▶ Work item
Repeat exactly the lines running from the first line of the data to the line containing "position:absolute; right:24px; bottom:24px;", both ends included, and nothing else; drop the pictures.

Task material Start Marker

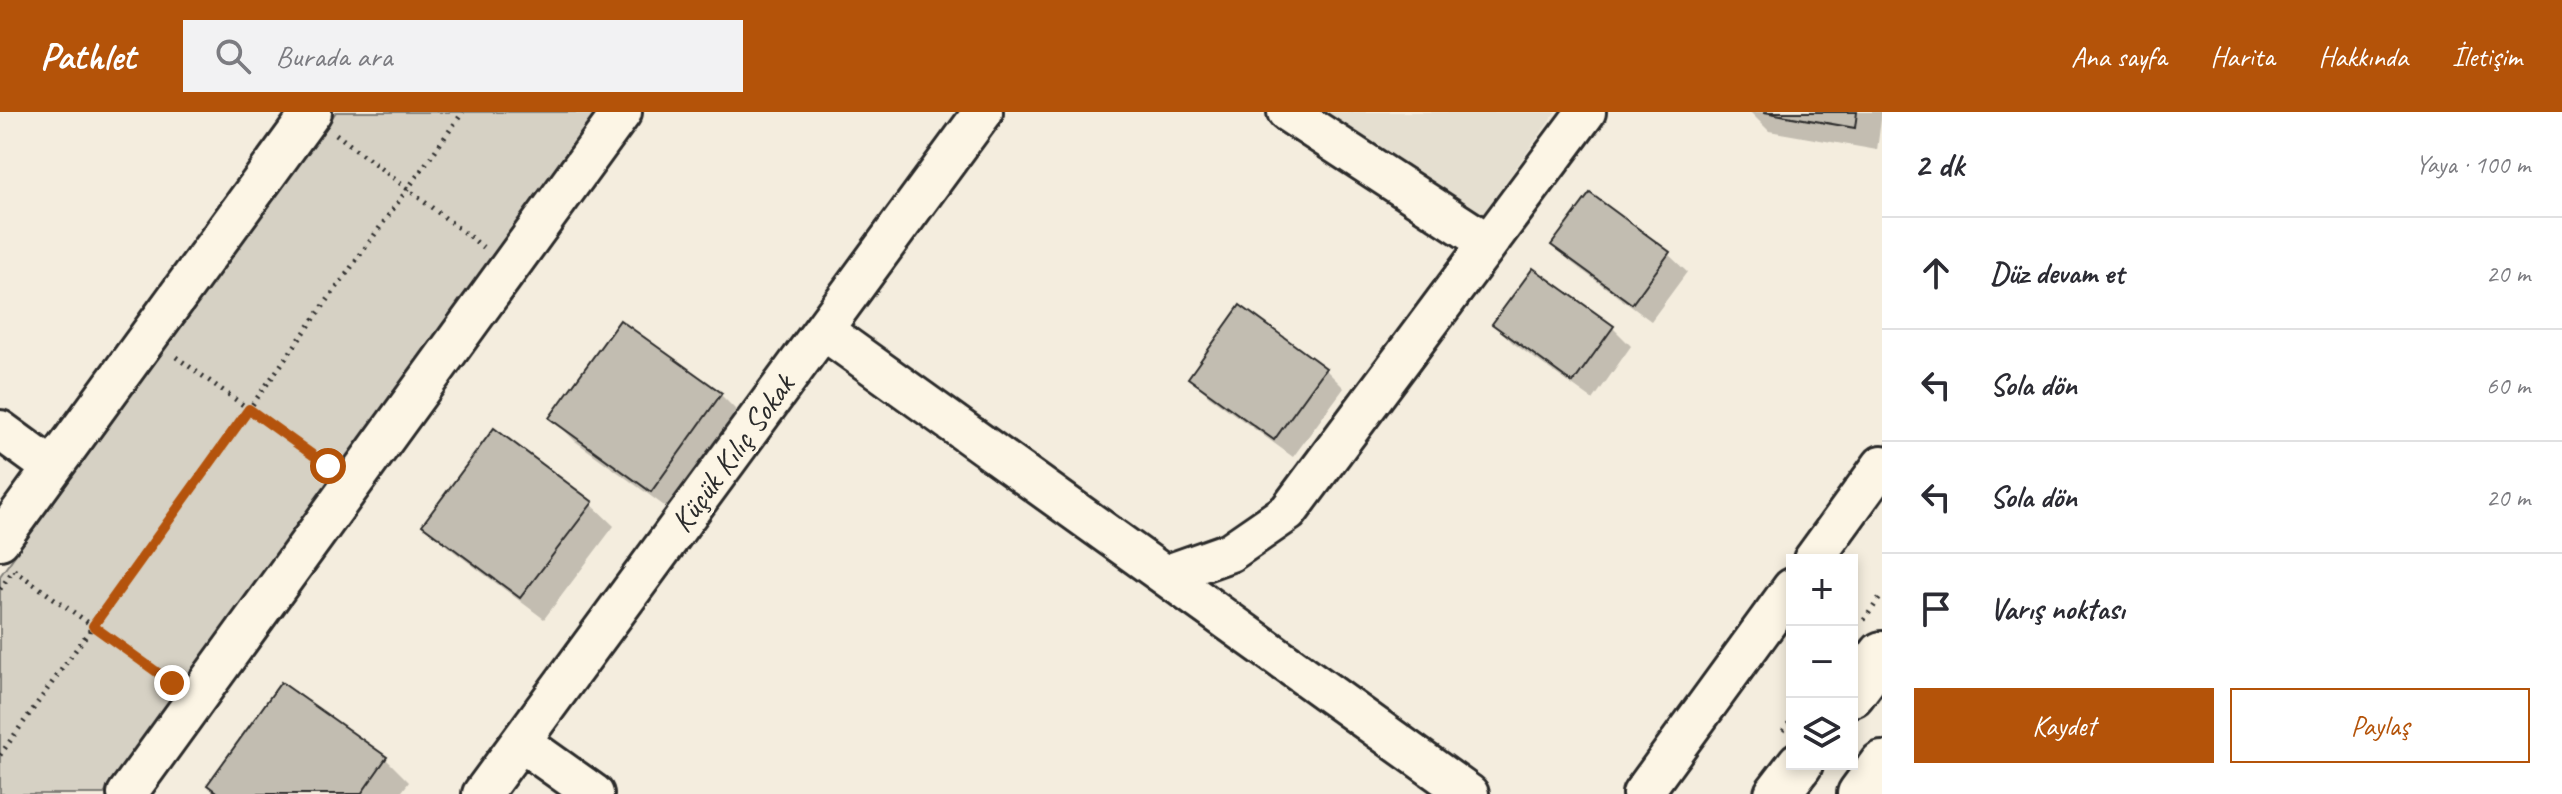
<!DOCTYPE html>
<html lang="tr">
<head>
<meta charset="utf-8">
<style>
  :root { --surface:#fff; --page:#f2f2f3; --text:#2b2b33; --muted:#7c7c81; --line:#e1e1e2; --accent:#b45309 }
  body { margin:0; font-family:Caveat,sans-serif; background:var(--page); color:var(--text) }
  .controls { position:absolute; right:24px; bottom:24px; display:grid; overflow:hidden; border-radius:0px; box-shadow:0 4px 12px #0003 }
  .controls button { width:72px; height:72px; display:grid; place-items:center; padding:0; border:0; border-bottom:2px solid var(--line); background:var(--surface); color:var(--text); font:40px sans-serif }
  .stop { position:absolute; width:24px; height:24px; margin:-18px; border:6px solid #b45309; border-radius:50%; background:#fff }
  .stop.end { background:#b45309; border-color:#fff; box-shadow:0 2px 8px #0008 }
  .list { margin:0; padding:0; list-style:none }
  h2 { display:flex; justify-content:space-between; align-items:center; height:104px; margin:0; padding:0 32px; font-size:34px }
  h2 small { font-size:26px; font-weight:400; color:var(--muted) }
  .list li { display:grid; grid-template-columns:52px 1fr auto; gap:24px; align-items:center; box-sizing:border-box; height:112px; padding:0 32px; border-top:2px solid var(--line) }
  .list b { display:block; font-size:30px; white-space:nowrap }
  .list em { font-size:26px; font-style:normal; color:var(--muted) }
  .actions { display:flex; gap:16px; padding:24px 32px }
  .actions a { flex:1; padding:18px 0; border:2px solid var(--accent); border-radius:0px; text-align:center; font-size:28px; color:var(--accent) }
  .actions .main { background:var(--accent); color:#fff }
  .icon { flex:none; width:44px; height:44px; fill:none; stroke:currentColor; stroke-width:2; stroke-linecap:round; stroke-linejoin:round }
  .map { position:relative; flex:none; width:1882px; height:682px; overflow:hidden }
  header { display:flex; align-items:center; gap:48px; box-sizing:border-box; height:112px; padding:0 40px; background:var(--accent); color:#fff }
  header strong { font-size:38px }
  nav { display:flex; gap:44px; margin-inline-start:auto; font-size:28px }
  .search { width:560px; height:72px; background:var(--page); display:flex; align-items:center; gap:20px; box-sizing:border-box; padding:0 28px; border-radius:0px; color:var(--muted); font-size:30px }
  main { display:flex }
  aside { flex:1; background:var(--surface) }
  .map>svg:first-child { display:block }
</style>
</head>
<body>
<header>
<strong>Pathlet</strong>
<div class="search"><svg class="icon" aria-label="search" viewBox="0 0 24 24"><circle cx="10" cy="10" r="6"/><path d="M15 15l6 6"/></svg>Burada ara</div>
<nav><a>Ana sayfa</a><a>Harita</a><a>Hakkında</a><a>İletişim</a></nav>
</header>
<main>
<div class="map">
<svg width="1882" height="682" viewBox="0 0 1882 682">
  <rect width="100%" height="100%" fill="#f4edde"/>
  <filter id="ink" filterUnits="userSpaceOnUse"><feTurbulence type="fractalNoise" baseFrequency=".0125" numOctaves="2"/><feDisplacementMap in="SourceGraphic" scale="16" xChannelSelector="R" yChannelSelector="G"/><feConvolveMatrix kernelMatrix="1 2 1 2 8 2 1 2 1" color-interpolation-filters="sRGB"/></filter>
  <g filter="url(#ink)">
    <path fill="#e5dfd0" d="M1326 0H1556L1479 107Z"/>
    <path fill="#d6d1c4" stroke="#807e78" stroke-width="2" d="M336 0H596L104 682H0V464Z"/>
    <path fill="#0003" d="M1750 0H1882L1877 38 1769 19Z
      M1554 133 1668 142 1687 160 1651 209 1572 151Z
      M1494 212 1613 216 1631 234 1593 288 1513 231Z
      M1325 257 1344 276 1293 345 1209 284 1191 266Z
      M720 282 743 305 674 401 575 329 552 306Z
      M591 392 614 414 544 507 448 435 425 413Z
      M281 573 386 647 409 670 400 682H218L210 673Z"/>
    <path fill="#c2bdb1" stroke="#2b2b2b" stroke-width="2" d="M1764 0H1857L1855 16Z
      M1590 81 1670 140 1632 192 1551 133Z
      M1533 156 1614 214 1573 271 1492 212Z
      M1240 193 1326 256 1274 328 1188 266Z
      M620 208 722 281 651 380 549 306Z
      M494 316 593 390 520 486 422 413Z
      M281 570 387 645 361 682H219L207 673Z"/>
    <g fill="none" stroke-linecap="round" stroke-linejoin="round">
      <defs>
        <path id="minor" d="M1287 0 1488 131
          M823 218 1469 682
          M0 318 52 356
          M0 428 312 0
          M1813 448 1882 353
          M1165 463 1230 440 1288 400 1586 0
          M521 630 594 682
          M127 682 622 0
          M482 682 983 0
          M1642 682 1792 476"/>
        <path id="secondary" d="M1852 582 1882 542
          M1777 682 1800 652
          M1860 682 1882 652"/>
      </defs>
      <use href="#minor" stroke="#2b2b2b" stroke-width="44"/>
      <use href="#secondary" stroke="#2b2b2b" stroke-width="50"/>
      <path stroke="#2b2b2b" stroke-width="5" stroke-dasharray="2 6" stroke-linecap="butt" d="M336 22 483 135
        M176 245 327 353
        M14 458 169 568
        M0 477 12 460
        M1864 508 1882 483
        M1783 619 1792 607
        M0 643 463 0"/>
      <use href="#minor" stroke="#fcf5e5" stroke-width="38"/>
      <use href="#secondary" stroke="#fcf5e5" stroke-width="44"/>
    </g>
  </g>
  <g fill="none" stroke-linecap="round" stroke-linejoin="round" filter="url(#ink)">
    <path stroke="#b45309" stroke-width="10" d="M172 571 93 514 249 297 328 354"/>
  </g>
  <g text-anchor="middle" stroke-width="6" stroke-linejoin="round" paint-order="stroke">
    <g font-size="32" fill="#2b2b2b" stroke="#fcf5e5">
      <text transform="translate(732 341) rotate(-54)" y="11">Küçük Kılıç Sokak</text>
    </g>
  </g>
</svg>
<div class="controls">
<button>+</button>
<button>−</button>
<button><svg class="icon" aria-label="layers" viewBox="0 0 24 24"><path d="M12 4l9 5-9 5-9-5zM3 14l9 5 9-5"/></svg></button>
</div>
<div class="stop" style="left:328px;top:354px"></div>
<div class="stop end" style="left:172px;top:571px"></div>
</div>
<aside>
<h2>2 dk<small>Yaya · 100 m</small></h2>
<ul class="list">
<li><svg class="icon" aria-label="ahead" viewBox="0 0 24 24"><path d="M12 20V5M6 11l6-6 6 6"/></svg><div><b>Düz devam et</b></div><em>20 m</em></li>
<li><svg class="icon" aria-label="left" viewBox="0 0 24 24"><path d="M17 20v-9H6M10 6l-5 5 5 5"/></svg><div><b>Sola dön</b></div><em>60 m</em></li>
<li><svg class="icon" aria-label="left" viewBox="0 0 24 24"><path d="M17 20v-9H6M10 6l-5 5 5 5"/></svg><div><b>Sola dön</b></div><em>20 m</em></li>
<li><svg class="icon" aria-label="arrive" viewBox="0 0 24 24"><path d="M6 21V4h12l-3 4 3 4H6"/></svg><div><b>Varış noktası</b></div></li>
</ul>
<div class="actions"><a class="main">Kaydet</a><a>Paylaş</a></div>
</aside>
</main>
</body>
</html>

Task material End Marker

▶ Output for this exercise
<!DOCTYPE html>
<html lang="tr">
<head>
<meta charset="utf-8">
<style>
  :root { --surface:#fff; --page:#f2f2f3; --text:#2b2b33; --muted:#7c7c81; --line:#e1e1e2; --accent:#b45309 }
  body { margin:0; font-family:Caveat,sans-serif; background:var(--page); color:var(--text) }
  .controls { position:absolute; right:24px; bottom:24px; display:grid; overflow:hidden; border-radius:0px; box-shadow:0 4px 12px #0003 }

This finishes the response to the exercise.